Yes you have been a great help.
I thought I could just connect the IC and so it worked. It did not :-(

Here is the output, it looks like the other times.
This means that there is a connection to the LTC2433?

Code: [Select]
-201
-22
-59
-22
-58
-75
-207
-96
-112
-80
-99


And a problem with the input to the LTC2433 ?

Perhaps I have found the error, there does not seem that there is a supplay for the 4 strain gauge.

If I put my fingers on the input I get the following
Code: [Select]

-20840
-18899
-11663
-13768

steen67

Now I've got it working :-)
There was no Vcc to the 4 strain gauge

0 kg is about -3295
5 kg is about -4477
Me on the top is about -18087
About 236 each kg

But why is the number negative ?

You must have many thanks for your help pylon.
It was never succeed without you.

pylon

Quote
But why is the number negative ?


Because the ADC can convert positive and negative voltages.

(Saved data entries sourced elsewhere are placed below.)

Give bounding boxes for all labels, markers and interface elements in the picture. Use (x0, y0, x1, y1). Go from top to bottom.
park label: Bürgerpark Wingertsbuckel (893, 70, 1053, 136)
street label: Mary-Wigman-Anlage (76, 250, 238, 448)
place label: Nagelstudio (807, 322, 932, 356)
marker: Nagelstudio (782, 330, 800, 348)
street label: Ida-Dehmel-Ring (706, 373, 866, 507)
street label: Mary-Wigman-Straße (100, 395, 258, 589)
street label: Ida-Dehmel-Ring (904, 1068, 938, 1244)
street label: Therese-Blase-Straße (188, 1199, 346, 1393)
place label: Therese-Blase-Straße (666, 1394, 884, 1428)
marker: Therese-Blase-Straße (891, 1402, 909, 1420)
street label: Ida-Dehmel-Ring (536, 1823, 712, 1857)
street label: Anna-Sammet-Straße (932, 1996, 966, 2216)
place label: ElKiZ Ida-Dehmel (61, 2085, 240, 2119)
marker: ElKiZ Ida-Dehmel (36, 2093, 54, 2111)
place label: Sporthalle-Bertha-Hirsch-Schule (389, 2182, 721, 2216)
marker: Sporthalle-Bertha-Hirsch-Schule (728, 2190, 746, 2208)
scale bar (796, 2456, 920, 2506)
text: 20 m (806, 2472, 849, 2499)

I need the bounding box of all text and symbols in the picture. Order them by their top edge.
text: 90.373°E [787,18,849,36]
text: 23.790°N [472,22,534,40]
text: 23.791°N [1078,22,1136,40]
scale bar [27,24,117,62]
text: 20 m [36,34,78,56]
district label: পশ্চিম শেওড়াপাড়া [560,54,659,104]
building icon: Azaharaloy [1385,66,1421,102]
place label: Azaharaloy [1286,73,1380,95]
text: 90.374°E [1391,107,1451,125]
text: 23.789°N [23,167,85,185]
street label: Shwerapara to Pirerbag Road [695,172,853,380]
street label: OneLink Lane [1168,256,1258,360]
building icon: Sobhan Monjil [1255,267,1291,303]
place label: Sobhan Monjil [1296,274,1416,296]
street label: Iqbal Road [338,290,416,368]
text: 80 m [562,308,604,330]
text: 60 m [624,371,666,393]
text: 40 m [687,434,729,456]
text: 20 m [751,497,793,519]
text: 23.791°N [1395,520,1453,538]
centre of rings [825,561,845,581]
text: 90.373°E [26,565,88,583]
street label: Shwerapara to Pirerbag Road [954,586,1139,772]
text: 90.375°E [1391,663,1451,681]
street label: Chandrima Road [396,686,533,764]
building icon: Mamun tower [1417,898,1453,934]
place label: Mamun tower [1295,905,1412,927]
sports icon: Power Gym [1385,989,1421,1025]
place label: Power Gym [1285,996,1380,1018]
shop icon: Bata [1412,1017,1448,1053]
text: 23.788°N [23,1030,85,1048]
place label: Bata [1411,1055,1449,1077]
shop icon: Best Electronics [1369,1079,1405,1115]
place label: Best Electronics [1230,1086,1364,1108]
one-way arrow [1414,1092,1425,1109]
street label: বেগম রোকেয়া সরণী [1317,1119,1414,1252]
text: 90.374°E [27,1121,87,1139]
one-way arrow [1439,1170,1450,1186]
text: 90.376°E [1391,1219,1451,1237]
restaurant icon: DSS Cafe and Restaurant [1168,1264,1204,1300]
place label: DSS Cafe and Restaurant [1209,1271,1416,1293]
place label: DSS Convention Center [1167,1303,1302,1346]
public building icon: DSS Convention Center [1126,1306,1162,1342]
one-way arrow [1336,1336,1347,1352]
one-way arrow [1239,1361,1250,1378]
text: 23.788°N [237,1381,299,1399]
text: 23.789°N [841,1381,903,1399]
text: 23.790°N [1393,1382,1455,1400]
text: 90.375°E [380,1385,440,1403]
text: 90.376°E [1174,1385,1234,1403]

You can change that either in the hardware or just remove the addition of the sign in the code, e.g. this line:

Code: [Select]
    int16_t value = (byte1 & 0x20) ? -v : v;


make this line looking like this:

Code: [Select]
    int16_t value = v;


and you have positive values.

steen67

Thank you once again, you've been a great help

steen67

I still have a problem
The result can not be greater than 32768

I have changed the code, but that has not solved the problem.
I think it has something to do with unsigned

Code: [Select]
void loop()
{
delay(2000);
digitalWrite(CSPin, LOW);
delay(1);

byte1 = SPI.transfer(0);
byte2 = SPI.transfer(0);
byte3 = SPI.transfer(0);
delay(1);
digitalWrite(CSPin, HIGH);

unsigned int v = byte1;
v <<= 11;
v |= ((unsigned int) byte2) << 3;
v |= byte3 >> 5;


//v = (v-1340)/59;

Serial.println(v);

}

pylon

If you want to have 16bits of integer information and the sign information you need to change to the 32bit variant:

Code: [Select]
void loop() {
  delay(2000);
  digitalWrite(CSPin, LOW);
  delay(1);

  byte1 = SPI.transfer(0);
  byte2 = SPI.transfer(0);
  byte3 = SPI.transfer(0);
  delay(1);
  digitalWrite(CSPin, HIGH);

  int32_t v = byte1;
  v <<= 11;
  v |= ((int) byte2) << 3;
  v |= byte3 >> 5;
  if (byte1 & 0x20) {
    v = -v;
  }
}

steen67

There's something I do not understand.
My ADC is 16 bit it should give 65535 in decimal.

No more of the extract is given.